Mon propos est d’écrire un roman sur la liberté. J’ai voulu retracer le chemin qu’ont suivi quelques personnes et quelques groupes sociaux entre 1938 et 1944. Ce chemin les conduira jusqu’à la libération de Paris, non point peut-être jusqu’à la leur propre. Mais j’espère du moins faire pressentir par-delà ce temps où il faut bien que je m’arrête, quelles sont les conditions d’une délivrance totale51.

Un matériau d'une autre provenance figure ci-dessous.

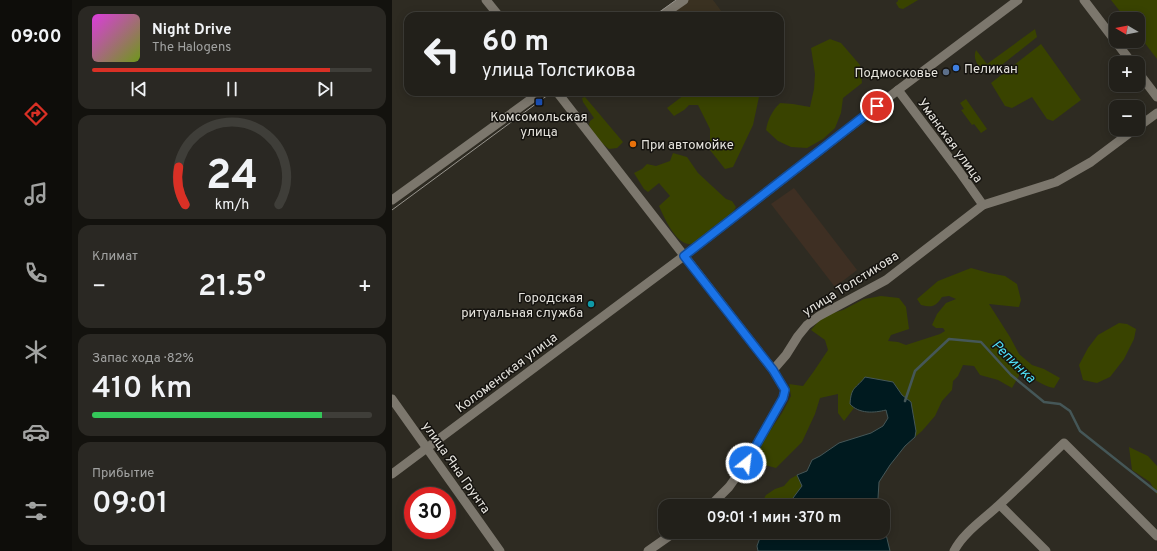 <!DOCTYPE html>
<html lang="ru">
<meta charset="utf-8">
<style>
body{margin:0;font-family:Overpass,sans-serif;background:#2a2823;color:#f1f3f6;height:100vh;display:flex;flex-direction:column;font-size:15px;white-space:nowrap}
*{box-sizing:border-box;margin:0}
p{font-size:13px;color:#a2a3a2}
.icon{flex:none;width:22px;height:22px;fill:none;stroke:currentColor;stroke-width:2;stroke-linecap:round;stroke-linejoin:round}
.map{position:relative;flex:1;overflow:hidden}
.panel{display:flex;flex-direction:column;gap:6px;padding:6px;background:#13120e;width:320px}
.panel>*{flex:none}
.banner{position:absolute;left:12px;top:12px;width:380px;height:84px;border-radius:12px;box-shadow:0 2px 10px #0003,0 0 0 1px #3f3e39;background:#22201a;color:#f1f3f6;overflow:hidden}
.needle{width:26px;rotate:280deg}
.buttons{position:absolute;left:717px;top:12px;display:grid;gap:8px}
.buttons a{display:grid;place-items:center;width:36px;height:36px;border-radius:8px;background:#22201a;box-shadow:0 2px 10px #0003,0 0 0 1px #3f3e39;font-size:20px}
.speed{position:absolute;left:12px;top:487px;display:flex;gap:8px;font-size:20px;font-weight:700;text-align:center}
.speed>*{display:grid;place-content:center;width:52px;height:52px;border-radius:50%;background:#22201a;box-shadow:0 2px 10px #0003,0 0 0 1px #3f3e39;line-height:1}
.speed .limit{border:6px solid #d22;background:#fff;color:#111}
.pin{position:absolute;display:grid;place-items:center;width:34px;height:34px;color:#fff;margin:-17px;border:2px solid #fff;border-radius:50%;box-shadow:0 1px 4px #0007}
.me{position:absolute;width:44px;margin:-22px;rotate:29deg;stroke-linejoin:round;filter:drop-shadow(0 0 3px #0008)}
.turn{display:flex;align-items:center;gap:14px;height:84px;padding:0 12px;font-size:18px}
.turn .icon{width:52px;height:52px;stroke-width:2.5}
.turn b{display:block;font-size:28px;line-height:34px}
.big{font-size:30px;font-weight:600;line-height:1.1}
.panel .card{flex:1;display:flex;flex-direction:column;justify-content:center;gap:6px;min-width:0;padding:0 14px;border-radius:12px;background:#2a2823}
.panel .dial{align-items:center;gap:0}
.dial svg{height:104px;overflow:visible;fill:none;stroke:#3f3e39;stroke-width:7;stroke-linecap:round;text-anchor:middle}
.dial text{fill:#f1f3f6;stroke:none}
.song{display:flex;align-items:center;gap:12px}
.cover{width:48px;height:48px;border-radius:6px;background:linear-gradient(135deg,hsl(300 70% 55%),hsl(80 70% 35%))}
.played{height:4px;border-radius:2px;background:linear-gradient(90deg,#d93025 85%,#3f3e39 85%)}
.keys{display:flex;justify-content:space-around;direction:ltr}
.heat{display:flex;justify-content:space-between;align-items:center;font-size:22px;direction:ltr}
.charge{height:6px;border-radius:3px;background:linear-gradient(90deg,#34c759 82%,#3f3e39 0)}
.trip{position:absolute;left:266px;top:499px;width:232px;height:40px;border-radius:12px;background:#22201a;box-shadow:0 2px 10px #0003,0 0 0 1px #3f3e39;font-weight:600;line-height:40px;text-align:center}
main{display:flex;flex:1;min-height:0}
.tabs{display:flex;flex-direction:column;width:72px;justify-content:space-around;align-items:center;background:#0e0d0a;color:#a2a3a2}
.tabs .icon{width:28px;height:28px}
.tabs .selected{color:#d93025}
.tabs b{font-size:18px;color:#f1f3f6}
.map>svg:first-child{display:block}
</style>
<main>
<nav class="tabs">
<b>09:00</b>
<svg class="icon selected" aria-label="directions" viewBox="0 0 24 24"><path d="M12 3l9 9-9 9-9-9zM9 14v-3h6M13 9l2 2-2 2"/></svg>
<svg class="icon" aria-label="music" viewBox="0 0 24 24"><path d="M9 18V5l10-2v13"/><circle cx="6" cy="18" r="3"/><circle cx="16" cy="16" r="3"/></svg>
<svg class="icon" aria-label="phone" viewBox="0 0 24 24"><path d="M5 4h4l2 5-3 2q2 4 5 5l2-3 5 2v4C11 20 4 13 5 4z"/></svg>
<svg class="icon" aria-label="climate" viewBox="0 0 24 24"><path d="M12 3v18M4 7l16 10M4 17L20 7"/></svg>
<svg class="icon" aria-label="car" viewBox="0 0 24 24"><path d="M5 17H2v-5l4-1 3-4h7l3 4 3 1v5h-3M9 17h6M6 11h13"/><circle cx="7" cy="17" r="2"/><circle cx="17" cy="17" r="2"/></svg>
<svg class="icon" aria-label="filters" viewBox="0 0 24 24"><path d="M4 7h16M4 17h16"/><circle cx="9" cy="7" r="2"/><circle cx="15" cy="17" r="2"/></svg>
</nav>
<section class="panel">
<div class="card">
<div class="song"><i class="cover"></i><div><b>Night Drive</b><p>The Halogens</p></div></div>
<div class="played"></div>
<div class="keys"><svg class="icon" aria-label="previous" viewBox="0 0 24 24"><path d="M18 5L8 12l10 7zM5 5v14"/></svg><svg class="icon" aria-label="pause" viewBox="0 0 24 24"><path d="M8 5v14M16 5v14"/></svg><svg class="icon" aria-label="next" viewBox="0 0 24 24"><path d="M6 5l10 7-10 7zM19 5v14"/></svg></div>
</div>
<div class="card dial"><svg viewBox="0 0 100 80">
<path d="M14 69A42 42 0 1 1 86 69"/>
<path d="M14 69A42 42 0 0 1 9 40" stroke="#d93025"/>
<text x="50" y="56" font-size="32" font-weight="700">24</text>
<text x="50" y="72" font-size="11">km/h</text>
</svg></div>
<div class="card"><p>Климат</p>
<div class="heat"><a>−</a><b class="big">21.5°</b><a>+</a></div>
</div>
<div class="card"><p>Запас хода · 82%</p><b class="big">410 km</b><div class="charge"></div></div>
<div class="card"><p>Прибытие</p><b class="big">09:01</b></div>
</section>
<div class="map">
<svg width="765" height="551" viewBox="0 0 765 551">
<rect width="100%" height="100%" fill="#2e2b22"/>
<polygon fill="#3a3121" points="296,0 321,0 333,16 274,16"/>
<polygon fill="#3e2f23" points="402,188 465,270 443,287 379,204"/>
<g fill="#394300">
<polygon points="506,0 526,0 511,9 507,8 504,3 506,1"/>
<polygon points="719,0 765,0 765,59 746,34 746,19 734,19"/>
<path d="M 643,29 L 645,37 L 601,72 L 595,74 C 587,69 580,59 584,50 L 595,64 Z"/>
<path d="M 438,39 L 449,43 L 468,65 L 470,83 L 451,98 L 449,113 L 443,128 L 431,139 L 415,148 L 399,147 L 386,141 L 374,130 C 376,119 380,111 388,103 L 401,104 L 418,107 L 422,89 L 423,74 L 419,48 Z"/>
<polygon points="649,44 689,100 661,121 655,119 640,97 620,108 613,106 599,83"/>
<polygon points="296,92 368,92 361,125 341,167 333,169 318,150 318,129 306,105 297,105 292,110 282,116 275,108"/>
<polygon points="193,97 231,142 225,148 217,149 205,139 197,125 198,121 202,118 191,102 190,98"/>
<polygon points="574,99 595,129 589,133 582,124 580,125 569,110 572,109 568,103"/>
<path d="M 281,153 L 295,157 L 306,173 L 334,199 L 340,201 L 344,207 C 339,217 330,221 321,227 C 316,232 308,241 302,243 C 286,250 272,217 267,206 L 278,196 L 267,183 L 256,192 L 252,189 L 242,173 L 250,169 L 255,164 L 264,166 L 278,161 Z"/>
<path d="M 579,268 L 597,273 L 613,276 L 625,284 L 629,300 L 627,307 L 597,304 L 618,337 L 627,354 L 640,365 L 652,369 L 668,378 L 662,388 C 649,386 641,376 628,374 L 620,388 L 606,380 L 588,375 L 582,366 L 571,365 L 566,376 L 561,381 L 560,390 L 550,401 L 543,416 L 530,431 L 523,437 L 524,431 L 519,402 L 510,395 L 501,382 L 470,381 L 466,384 L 458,404 L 462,408 L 452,421 L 446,413 L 446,394 L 428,398 L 423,414 L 410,442 L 384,468 L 361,462 L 367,447 L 390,413 L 399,396 L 397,384 L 411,386 L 422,371 L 436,350 L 433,340 L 419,330 L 431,316 L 451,310 L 472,299 L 489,296 L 507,298 L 514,307 L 517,329 L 499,335 L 496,341 L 506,342 L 514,345 L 548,334 L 553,331 L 551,328 L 544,328 L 540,325 L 545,314 L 554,303 L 564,299 L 557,296 L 550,297 C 544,306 541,308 529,305 L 525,299 L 546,281 Z"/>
<polygon points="727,323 735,324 744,329 742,339 732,359 718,377 705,383 691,380 687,365 696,348 706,335"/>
<polygon points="737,447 756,456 765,466 765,495 758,482 740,470"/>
<polygon points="405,475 410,486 395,506 371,506 370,502 374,495 383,489 392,486 398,479"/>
</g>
<g fill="#001a1f" stroke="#455758">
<path d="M 473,377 L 501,382 L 510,395 L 519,402 L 524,431 L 523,437 L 513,446 L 498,465 L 487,482 L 486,498 L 488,506 L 395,506 L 410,486 L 405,475 L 415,471 L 420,460 L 428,456 L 447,443 L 479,433 L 491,426 L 496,418 L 494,410 C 482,413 467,414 458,404 C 459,386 464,389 473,377 Z"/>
<polygon points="491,522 498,551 366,551 365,546 370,532 491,532"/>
</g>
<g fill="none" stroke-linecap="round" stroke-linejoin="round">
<polyline stroke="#455758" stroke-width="2.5" points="513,401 523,371 557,339 589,342 619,375 652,402 668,404 678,411 688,431 765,492"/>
<g stroke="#7c776d" stroke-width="9">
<polyline points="94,0 107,16"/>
<polyline points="692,0 740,63"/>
<polyline points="269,16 292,0"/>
<polyline points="746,72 765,97"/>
<polyline points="506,90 567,171 591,205"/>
<polyline points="165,92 381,370 393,390 391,398 354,463 337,487 318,506"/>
<polyline points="746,127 765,113"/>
<polyline points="0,200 149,92"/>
<polyline points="381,370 394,355 406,336 415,325 427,316 494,280 591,205 664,182 699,162 743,129"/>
<polyline points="0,399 108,551"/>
<polyline points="0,474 292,256 506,90 626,0"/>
<polyline points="608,505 654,551"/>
<polyline points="256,551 283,532"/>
<path d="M 562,551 C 571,533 592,519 607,505 C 629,485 650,464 672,443 L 765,536"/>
</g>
<g stroke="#98958e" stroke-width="1">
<polyline points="262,16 284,0"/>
<polyline points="0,210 160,92"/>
</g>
</g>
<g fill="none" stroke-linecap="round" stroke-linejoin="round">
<g stroke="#114b97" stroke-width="10">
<polyline id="route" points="354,463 391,398 393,390 381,370 292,256 485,106"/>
</g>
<use href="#route" stroke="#1a73e8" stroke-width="7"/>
</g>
<circle fill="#3f7fe0" stroke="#15130f" stroke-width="1.5" cx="564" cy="68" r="4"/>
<circle fill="#5c6f8a" stroke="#15130f" stroke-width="1.5" cx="554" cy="72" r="4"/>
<rect fill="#1a4fb4" stroke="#15130f" stroke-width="1.5" x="143" y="98" width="8" height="8" rx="2"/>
<circle fill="#e8710a" stroke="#15130f" stroke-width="1.5" cx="241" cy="144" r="4"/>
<circle fill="#0f9aa8" stroke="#15130f" stroke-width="1.5" cx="199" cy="304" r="4"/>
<g text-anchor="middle" stroke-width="3" stroke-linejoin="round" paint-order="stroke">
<g font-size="13" fill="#e6e4de" stroke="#15130f" text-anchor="start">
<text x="572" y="73">Пеликан</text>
<text x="546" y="77" text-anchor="end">Подмосковье</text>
<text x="147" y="121" text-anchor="middle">Комсомольская<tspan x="147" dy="15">улица</tspan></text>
<text x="249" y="149">При автомойке</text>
<text x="191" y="302" text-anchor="end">Городская<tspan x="191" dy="15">ритуальная служба</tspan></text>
</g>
<g font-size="13" fill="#e6e4de" stroke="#15130f">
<text transform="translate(559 140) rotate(54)" y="5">Уманская улица</text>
<text transform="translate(458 283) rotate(-32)" y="5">улица Толстикова</text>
<text transform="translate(114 372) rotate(-37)" y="5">Коломенская улица</text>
<text transform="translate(65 467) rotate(55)" y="5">улица Яна Грунта</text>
</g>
<g font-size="14" font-style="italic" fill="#4fdff6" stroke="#15130f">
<text transform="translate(622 361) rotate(44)" y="5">Репинка</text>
</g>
</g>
</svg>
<div class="buttons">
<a><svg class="needle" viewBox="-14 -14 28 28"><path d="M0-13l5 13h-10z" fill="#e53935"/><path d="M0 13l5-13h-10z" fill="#a2a3a2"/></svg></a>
<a>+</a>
<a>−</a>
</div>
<div class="speed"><div class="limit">30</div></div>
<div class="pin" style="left:485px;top:106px;background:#d93025"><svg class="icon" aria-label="arrive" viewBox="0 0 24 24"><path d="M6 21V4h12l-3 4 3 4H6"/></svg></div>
<svg class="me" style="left:354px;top:463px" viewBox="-20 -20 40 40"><circle r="17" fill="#1a73e8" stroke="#fff" stroke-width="3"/><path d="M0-11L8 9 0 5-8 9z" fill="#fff"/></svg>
<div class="trip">09:01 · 1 мин · 370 m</div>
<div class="banner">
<div class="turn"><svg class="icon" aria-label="left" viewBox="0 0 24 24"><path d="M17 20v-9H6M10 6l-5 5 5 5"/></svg><div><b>60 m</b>улица Толстикова</div></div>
</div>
</div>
</main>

36Cette capacité « à faire pressentir », Sartre la louait chez Dos Passos, parce qu’elle allait de pair, nous l’avons vu, avec une absence de « dire ». Cependant, il n’est pas certain que Sartre soit lui-même parvenu à faire tenir ensemble les deux termes de l’équation, à faire sentir sans démontrer, comme l’ont relevé des lecteurs et critiques de l’époque. Ainsi, pour M. Blanchot, le lecteur « pressent » bien que l’expérience décrite « est probablement liée à une morale » et que les chemins que nous fait suivre l’auteur « se dirigent vers une fin qu’il nous recommande ou un but définitif qu’il nous indique52 ».
37En outre, il convient de souligner que, à l’instar du roman à thèse, le roman sartrien possède un intertexte doctrinal, en l’occurrence la philosophie existentialiste, qui détermine l’orientation du roman53. Cependant, pas plus que l’on ne saurait inférer de la charge théorique de l’œuvre son appartenance au roman à thèse54, on ne saurait affirmer, comme le fait S. R. Suleiman à propos de ce dernier, que cette doctrine est porteuse d’un ensemble fixe et déterminé de valeurs et encore moins d’une règle d’action univoque adressée au lecteur.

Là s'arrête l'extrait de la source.